A chi infine mi ha suggerito che – in realtà – ciò che è più temuto è che il titolare di ‘Altaforte’, l’editore Francesco Polacchi, sia un dirigente di Casa Pound, che il quotidiano ‘Repubblica’ definì senza contraltare un ‘imprenditore picchiatore e fascista, già pregiudicato per violenze’, e che probabilmente non sarà uno stinco di santo ma è un uomo libero e al quale va garantito ogni diritto civile, io rispondo che si sa, nessuno è perfetto: anche in questo caso perciò l’uomo sarà chiamato eventualmente a rispondere delle proprie azioni, ma la Casa Editrice e la libreria sono e rimangono un’altra cosa. Forse è per questo il caso di rinfrescare a qualcuno la memoria (o soccorrere in altri l’annaspante ignoranza, ovviamente nel senso non offensivo dell’ignorare) e fare quattro passi indietro negli anni.

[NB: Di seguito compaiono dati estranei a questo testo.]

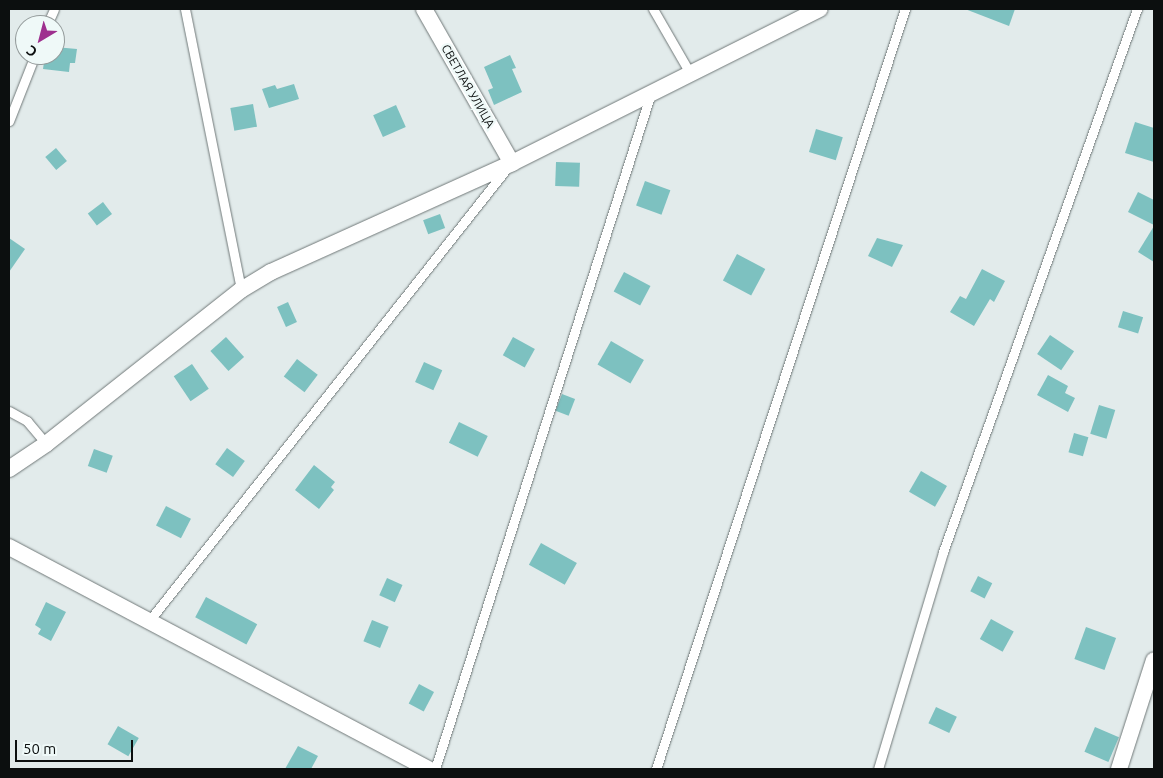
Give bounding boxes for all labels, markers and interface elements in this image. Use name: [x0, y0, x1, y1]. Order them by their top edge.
north arrow: [15, 15, 65, 65]
text: С: [23, 42, 40, 60]
street label: СВЕТЛАЯ УЛИЦА: [438, 42, 498, 130]
scale bar: [18, 730, 135, 762]
text: 50 m: [23, 740, 56, 757]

Il 14 marzo 1972, a Segrate (a circa sei o sette chilometri proprio da Cernusco sul Naviglio), morì tragicamente, nei pressi di un traliccio dell’alta tensione, Giangiacomo Feltrinelli, soprannominato «il Giangi» (e durante la lotta armata «Osvaldo»), agiato e nobile marchese di Gargnano, già combattente della Resistenza, poi fondatore dei GAP, una delle prime bande armate di sinistra della stagione degli anni di piombo. ‘Osvaldo’ saltò in aria mentre cercava di attuare un sabotaggio. Ovviamente accadde che la maggioranza giornalisti, intellettuali e militanti vari, a caldo criticarono gli organi di polizia, ma anni dopo ‘L’Espresso’ ammise che «a poche ore di distanza dalla morte di Feltrinelli l’intellighenzia democratico-progressista e l’intera sinistra avevano iniziato un’operazione di rimozione radicale dei fatti, ritardando la nostra presa di coscienza della realtà».

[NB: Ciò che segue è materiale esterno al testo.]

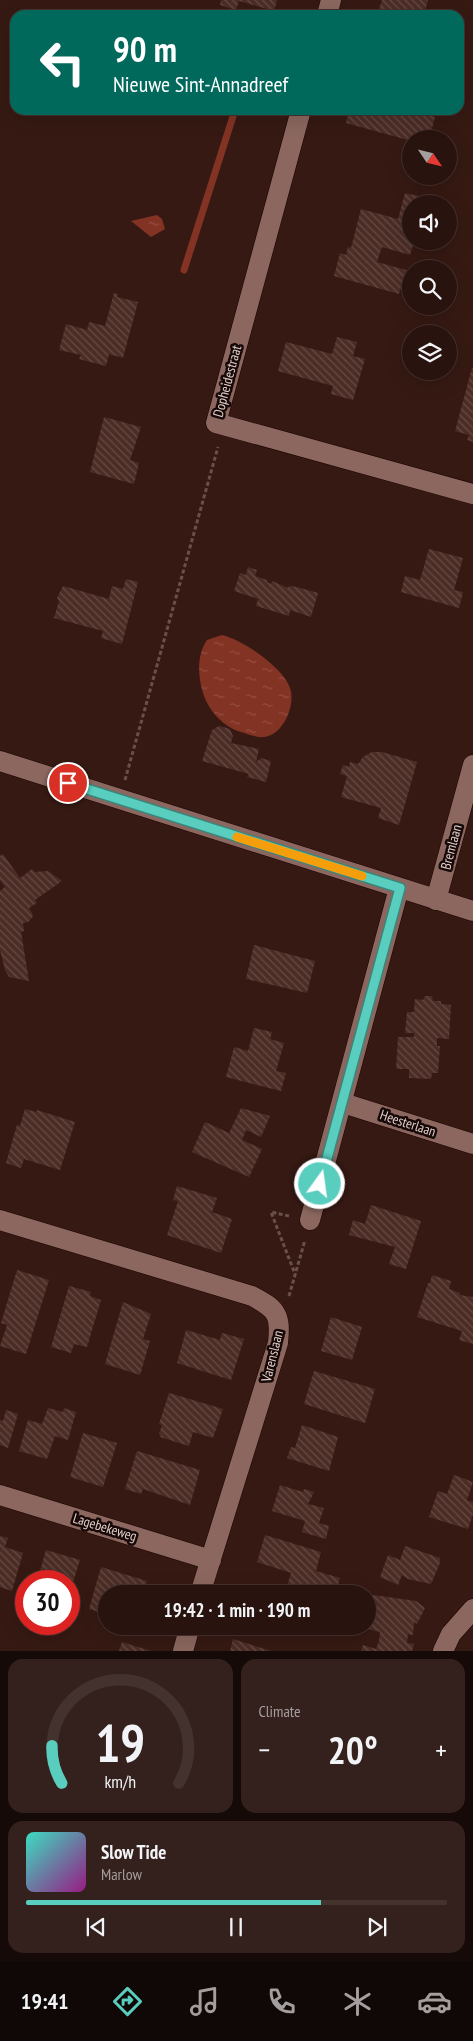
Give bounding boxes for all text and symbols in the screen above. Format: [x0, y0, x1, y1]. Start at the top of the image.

Bene, anzi male, perchè di Feltrinelli, il quale ipotizzava anche in Italia la nascita di un «esercito internazionale del proletariato» composto da molteplici «avanguardie strategiche rivoluzionarie», ispirandosi in questo al Vietnam, alla Corea del Nord, alla Cina (definita dallo stesso editore quale «prima riserva strategica rivoluzionaria») e agli Stati socialisti del Patto di Varsavia, il tristemente noto Oreste Scalzone, ex-membro di Potere Operaio, nel 1988, affermò che forse era stato proprio lui a organizzare il vile omicidio del commissario Luigi Calabresi. In sé nulla di sorprendente, se si pensa a un ‘rivoluzionario’ guerrigliero però assai più ‘attivo’ e pericoloso del ‘temuto’ Polacchi (mai in odore di azioni notturne di sabotaggio o complotti delittuosi). Eppure nessuno chiese mai di chiudere (né mai si sognò di farlo) la ‘Feltrinelli’, che era -e per molti ancora resta- il punto di riferimento più importante per il pensiero critico di sinistra nel nostro Paese, né le sue librerie. Chi sarebbero – ordunque – i democratici?